Everyone knows that New Orleans is one of the nation's most famous cities, and it's obviously because of its food scene. NOLA has it all, from trendy, new restaurants catering to your adventurous side, to the classic cajun restaurants that my uncle still raves about from when he was a Tulane student. It's safe to say that New Orleans has a restaurant for everyone. Here are 10 of the oldest restaurants in New Orleans–go give them a try, because it doesn't look like they are going anywhere.

1. Commander's Palace

Commander's opened in 1893 and has been a New Orleans staple ever since. Travelers come from near and far to experience this restaurant's atmosphere, giving them an idea of what NOLA is all about. Customers always love the restaurant's bread pudding soufflé, but what it's really known for is the turtle soup (yes, you read correctly). If you can get past the hesitation, you'll agree that it's one food you can't leave NOLA without trying.

2. Brennan's

If you close your eyes and imagine a true NOLA dining experience, that image is Brennan's. Since its establishment in 1946, Brennan's has been known as a true New Orleans dining experience. The staff treats you like royalty, with its wait staff in bowties (and all that jazz). You can never go wrong with classic breakfast dishes such as eggs Benedict or French toast, but Brennan's infamous Bananas Foster is a must. It's prepared at your table, right in front of your eyes. 

3. The Camellia Grill

Hannah Litt

This is the place if you're looking for some inexpensive and greasy, yet insanely tasty, breakfast to cure your hangover or even just to satisfy your stomach. You can never go wrong with their fluffy omelets with hash browns on the side or some mac-and-cheese bites to top it all off. Ever since 1946, Camellia has been serving and making their food with nothing but love. 

4. Galatoire's

Hannah Litt

In one word, Galatoire's is extravagant, and the fact that it's located on Bourbon Street makes it even more so. For over one hundred years, Galatoire's has been serving up some of New Orleans' best seafood dishes, from fried oysters to shrimp etouffée. I'd recommend the Seafood Gumbo– crabmeat, shrimp, and vegetables always create the most tasteful and rich combo.

5. Antoine's

Antoine's opened in 1840 and is still a family-run restaurant, five generations strong. Open breakfast, lunch, and dinner, Antoine's is always special, but you really feel the New Orleans spirit at their Sunday Jazz Brunch. From Oysters Rockefeller to fried soft-shell crabs, Antoine's never disappoints.
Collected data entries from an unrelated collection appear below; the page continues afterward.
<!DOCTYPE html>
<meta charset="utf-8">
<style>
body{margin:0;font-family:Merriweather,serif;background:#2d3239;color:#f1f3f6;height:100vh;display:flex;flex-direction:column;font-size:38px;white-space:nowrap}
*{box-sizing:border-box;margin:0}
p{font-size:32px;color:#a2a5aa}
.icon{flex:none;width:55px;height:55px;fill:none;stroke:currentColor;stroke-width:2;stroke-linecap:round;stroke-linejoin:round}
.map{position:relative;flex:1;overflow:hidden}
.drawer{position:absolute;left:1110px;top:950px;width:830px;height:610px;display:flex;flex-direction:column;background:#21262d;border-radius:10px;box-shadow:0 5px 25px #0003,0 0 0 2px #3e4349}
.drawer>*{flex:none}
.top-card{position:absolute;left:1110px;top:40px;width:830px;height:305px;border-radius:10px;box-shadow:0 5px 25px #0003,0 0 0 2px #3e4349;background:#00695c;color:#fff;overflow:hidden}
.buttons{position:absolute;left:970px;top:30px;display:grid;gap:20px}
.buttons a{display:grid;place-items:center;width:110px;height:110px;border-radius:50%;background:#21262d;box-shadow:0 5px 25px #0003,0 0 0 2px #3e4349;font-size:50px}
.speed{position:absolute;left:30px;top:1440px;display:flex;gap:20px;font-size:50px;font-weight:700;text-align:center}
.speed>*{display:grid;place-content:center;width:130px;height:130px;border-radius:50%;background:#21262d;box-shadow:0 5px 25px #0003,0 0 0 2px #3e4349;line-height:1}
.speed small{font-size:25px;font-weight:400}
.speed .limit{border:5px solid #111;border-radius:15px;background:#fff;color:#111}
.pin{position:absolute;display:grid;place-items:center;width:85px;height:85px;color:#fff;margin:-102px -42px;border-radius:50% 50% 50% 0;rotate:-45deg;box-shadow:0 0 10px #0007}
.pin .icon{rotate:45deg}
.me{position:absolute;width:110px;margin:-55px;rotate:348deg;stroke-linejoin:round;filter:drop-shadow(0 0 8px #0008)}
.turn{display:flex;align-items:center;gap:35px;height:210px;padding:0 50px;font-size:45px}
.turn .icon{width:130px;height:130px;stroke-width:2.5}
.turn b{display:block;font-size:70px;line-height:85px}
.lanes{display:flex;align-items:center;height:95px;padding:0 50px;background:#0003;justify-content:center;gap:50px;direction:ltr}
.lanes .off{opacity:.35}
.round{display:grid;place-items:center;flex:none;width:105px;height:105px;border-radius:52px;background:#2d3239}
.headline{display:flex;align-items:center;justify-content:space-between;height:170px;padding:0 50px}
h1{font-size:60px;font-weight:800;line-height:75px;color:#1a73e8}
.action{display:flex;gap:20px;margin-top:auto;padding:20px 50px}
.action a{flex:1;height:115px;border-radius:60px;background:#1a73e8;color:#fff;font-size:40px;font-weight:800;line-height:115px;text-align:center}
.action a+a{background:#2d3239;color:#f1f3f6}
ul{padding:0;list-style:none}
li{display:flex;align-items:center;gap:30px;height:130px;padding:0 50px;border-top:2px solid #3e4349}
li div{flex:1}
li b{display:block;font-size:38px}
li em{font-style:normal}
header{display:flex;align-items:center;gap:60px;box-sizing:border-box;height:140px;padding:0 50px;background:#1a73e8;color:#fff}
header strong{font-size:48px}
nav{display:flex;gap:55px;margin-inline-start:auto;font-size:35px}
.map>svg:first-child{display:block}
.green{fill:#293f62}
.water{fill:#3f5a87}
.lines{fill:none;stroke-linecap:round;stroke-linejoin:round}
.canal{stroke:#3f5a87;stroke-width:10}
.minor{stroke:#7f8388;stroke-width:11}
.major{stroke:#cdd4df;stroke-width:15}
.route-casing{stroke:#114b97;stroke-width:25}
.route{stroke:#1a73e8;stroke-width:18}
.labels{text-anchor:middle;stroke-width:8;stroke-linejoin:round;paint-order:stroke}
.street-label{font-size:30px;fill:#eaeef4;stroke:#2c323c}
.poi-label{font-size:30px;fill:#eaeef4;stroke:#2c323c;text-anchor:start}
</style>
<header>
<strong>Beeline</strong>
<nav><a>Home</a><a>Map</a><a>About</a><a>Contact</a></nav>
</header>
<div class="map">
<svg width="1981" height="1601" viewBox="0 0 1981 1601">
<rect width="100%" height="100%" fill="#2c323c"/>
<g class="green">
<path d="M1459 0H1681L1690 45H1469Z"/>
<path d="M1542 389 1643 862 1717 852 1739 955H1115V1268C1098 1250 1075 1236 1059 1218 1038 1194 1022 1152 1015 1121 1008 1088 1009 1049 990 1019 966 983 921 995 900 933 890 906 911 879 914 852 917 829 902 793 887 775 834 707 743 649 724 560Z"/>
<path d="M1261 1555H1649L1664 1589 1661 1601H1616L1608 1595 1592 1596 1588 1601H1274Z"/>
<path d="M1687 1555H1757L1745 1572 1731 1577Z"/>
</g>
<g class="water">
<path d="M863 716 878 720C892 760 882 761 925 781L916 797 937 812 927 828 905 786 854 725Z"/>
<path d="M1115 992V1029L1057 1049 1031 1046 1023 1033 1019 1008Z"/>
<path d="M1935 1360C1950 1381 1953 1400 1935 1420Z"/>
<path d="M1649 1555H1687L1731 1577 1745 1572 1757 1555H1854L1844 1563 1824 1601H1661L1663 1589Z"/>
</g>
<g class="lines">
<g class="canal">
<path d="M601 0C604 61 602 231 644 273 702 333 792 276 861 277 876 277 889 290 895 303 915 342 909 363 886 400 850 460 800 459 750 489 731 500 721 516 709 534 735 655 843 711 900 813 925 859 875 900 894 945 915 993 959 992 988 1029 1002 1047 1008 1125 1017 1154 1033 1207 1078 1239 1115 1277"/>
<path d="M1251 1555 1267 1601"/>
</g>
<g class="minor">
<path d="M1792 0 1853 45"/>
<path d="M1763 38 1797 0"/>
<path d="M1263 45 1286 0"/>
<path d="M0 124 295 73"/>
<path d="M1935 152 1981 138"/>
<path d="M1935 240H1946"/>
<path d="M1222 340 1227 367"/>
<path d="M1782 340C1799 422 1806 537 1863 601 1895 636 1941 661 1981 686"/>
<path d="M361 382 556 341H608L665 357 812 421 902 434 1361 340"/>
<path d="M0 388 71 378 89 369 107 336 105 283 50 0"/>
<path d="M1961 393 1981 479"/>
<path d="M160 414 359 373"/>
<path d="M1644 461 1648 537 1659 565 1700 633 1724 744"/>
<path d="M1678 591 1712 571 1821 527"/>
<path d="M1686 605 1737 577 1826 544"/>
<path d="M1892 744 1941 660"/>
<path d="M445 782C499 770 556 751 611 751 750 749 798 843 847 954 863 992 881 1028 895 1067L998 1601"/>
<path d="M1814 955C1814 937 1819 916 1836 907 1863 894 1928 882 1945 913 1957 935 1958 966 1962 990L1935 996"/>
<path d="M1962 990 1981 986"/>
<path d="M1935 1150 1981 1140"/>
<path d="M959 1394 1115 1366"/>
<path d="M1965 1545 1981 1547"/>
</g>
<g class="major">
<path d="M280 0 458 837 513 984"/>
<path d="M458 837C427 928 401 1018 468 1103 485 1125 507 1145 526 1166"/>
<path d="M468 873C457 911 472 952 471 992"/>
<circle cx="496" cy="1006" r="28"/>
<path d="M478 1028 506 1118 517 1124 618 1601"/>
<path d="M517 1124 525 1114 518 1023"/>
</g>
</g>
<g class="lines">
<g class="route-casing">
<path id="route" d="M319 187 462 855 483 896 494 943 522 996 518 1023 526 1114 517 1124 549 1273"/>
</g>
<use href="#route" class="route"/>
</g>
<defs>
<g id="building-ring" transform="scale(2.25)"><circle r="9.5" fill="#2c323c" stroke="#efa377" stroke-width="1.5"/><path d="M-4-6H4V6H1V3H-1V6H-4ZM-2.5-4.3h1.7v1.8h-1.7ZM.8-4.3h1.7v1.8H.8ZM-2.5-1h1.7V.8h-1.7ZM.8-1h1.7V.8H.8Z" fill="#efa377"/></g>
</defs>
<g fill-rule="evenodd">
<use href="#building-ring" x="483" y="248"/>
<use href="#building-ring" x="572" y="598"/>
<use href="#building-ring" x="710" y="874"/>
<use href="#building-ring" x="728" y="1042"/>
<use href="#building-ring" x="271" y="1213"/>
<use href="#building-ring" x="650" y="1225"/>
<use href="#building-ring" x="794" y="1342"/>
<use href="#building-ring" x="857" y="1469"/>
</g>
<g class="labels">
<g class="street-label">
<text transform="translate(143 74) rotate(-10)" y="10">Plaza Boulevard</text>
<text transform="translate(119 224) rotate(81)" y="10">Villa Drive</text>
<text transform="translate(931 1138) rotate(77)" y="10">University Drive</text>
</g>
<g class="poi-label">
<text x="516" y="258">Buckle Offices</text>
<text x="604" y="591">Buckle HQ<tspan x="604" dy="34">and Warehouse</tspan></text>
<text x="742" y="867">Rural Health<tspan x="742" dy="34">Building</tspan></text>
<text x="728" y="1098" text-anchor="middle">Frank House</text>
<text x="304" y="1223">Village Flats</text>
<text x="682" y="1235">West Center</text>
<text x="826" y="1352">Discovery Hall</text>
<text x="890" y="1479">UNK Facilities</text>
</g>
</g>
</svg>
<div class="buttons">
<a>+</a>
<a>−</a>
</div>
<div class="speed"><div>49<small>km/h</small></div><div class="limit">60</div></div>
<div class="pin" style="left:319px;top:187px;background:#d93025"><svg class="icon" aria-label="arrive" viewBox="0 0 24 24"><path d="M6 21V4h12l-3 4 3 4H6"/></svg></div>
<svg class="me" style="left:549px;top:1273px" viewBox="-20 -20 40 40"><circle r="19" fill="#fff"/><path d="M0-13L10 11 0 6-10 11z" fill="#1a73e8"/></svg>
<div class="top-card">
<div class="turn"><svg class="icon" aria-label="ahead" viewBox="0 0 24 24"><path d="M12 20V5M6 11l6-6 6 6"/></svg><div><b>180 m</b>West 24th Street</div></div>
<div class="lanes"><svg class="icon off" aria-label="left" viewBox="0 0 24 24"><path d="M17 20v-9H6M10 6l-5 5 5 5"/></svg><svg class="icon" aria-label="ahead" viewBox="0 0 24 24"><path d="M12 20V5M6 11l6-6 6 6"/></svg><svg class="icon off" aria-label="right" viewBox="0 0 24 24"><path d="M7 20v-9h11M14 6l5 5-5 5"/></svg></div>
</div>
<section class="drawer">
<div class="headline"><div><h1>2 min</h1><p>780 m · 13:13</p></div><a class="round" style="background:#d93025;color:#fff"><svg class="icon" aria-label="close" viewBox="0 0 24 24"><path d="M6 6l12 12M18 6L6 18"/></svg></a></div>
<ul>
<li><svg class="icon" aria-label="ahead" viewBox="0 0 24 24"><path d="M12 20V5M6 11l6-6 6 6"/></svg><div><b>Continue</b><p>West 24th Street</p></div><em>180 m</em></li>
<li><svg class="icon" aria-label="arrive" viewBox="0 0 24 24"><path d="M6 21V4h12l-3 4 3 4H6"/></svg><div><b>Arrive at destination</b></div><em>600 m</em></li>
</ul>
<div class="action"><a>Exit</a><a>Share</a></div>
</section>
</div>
When it comes time for dessert, be sure to order the Baked Alaska, it's prepared (aka, lit on fire) right at your table.

6. Pascal's Manale

In 1913, Pascal's Manale was transformed from a grocery store to a now fifth-generation family-run restaurant and has never gone back. Most well known for their oyster bar and traditional Italian fare, Pascal's is an Uptown gem that keeps us coming back for more. At Pascal's, you can never go wrong with the Original Barbecue Shrimp–it's what the restaurant is known for, and they have the perfect, tangy kick.

7. Hansen's Sno Bliz

Not all of the good food in New Orleans is savory. In fact, NOLA is known for its sno-balls, created by Ernest Hansen, the founder of Hansen's Sno-Bliz. In 1939, the dive was operated by Ernest, who shaved the ice, and his wife Mary, who made the syrups that go on top. Snowballs are more than treats, they're a New Orleans tradition, and Hansen's is one of the most authentic places to get them.

8. Acme Oyster House

Acme is right, "Life is more fun with seafood." Since 1910, Acme has served New Orleans with some of the best seafood the city has to offer. Starting with their original location in the French Quarter, Acme has expanded and now has seven locations throughout the Southern United States. From raw and chargrilled oysters to fried shrimp and crawfish, Acme is what heaven looks like to a seafood lover.

9. Dooky Chase's

In 1941, what started as a sandwich shop and lottery ticket outlet two years prior turned into a restaurant and institution beloved to the New Orleans community. Known for New Orleans classics such as gumbo and stuffed shrimp, Dooky Chase's is considered home to so many, not just the family it's run by.

10. Domilise's Po Boys

Rachel Saef

If you've ever heard the expression "Don't judge a book by it's cover," this is where you should use it. From the outside, Domilise's does not look like somewhere to write home about. The restaurant sits in an old, yellow house on the corner of an Uptown street, marked with a handwritten sign that says "Domilise's Po-Boys and Bar." Founded in 1918, Domilise's is a fried-food and sandwich haven where NOLA residents, tourists, and celebrities wait for hours for fried shrimp, fried oyster, and countless other types of po-boys. 

There you have it, some of the oldest restaurants in New Orleans that will for sure give you the meal of a lifetime. This city is meant for foodies, young and old. Now, it's time to make your way down South and go back in culinary time.